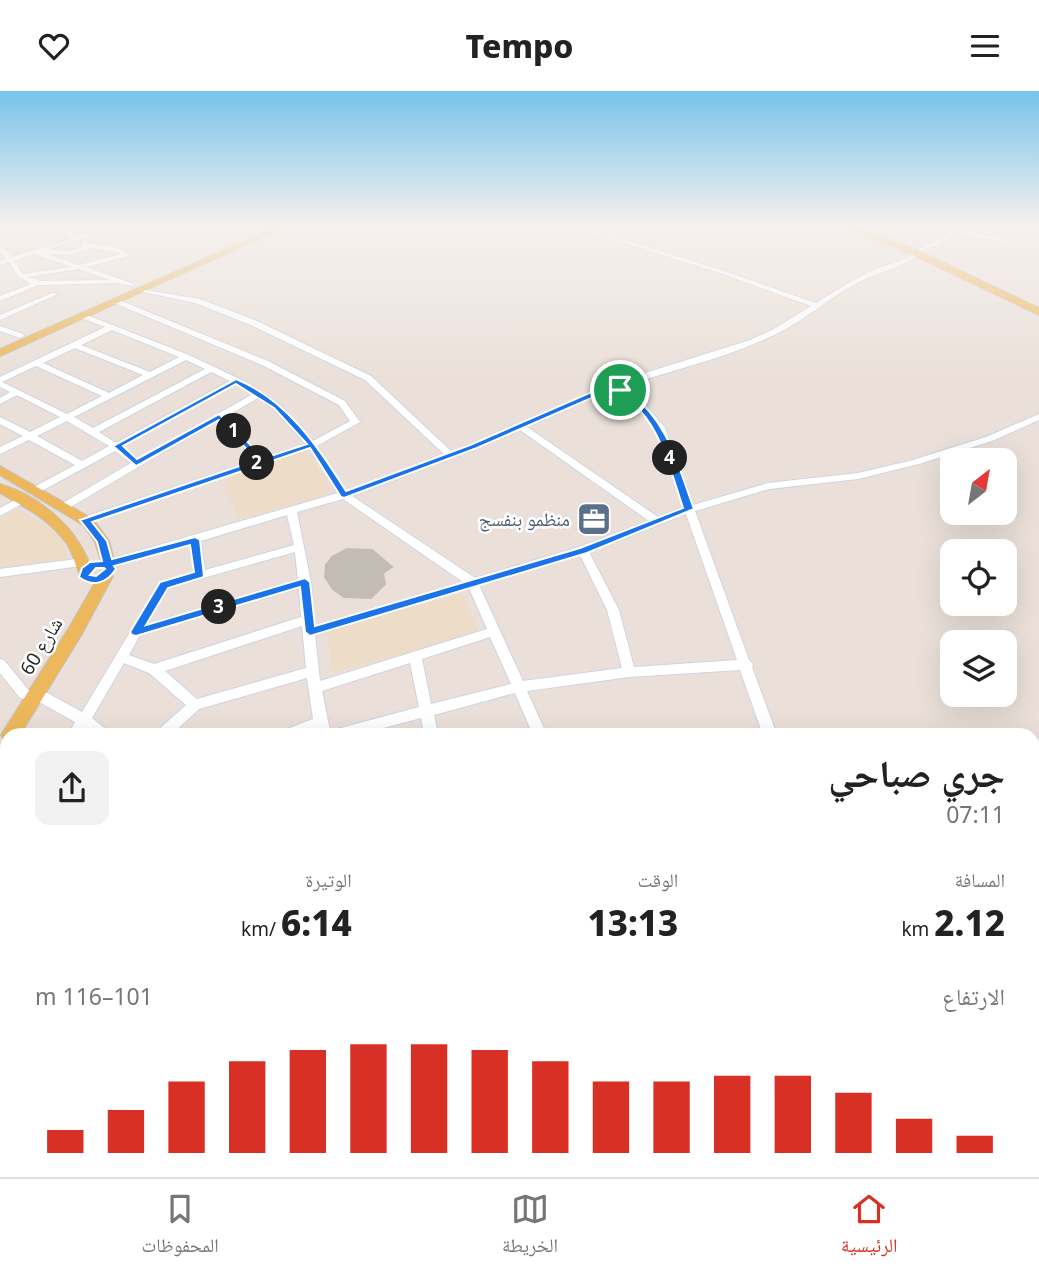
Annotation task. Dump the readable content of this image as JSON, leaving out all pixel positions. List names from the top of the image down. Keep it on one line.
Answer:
{"streets":{"main road":["شارع 60"]},"places":{"office":["منظمو بنفسج"]},"north":"top right","page":{"header":"Tempo","pins":["1","4","2","3"],"heading":["جري صباحي","07:11"],"stats":[["المسافة","2.12 km"],["الوقت","13:13"],["الوتيرة","6:14 /km"]],"chart":["الارتفاع","101–116 m"],"tabs":["الرئيسية","الخريطة","المحفوظات"]}}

▶ **INSTRUCTIONS TO FOLLOW**: Across all the lines above, repeat the wording exactly and omit the pictures.

▶ **ANSWER TO THE PROBLEM**:
Annotation task. Dump the readable content of this image as JSON, leaving out all pixel positions. List names from the top of the image down. Keep it on one line.
Answer:
{"streets":{"main road":["شارع 60"]},"places":{"office":["منظمو بنفسج"]},"north":"top right","page":{"header":"Tempo","pins":["1","4","2","3"],"heading":["جري صباحي","07:11"],"stats":[["المسافة","2.12 km"],["الوقت","13:13"],["الوتيرة","6:14 /km"]],"chart":["الارتفاع","101–116 m"],"tabs":["الرئيسية","الخريطة","المحفوظات"]}}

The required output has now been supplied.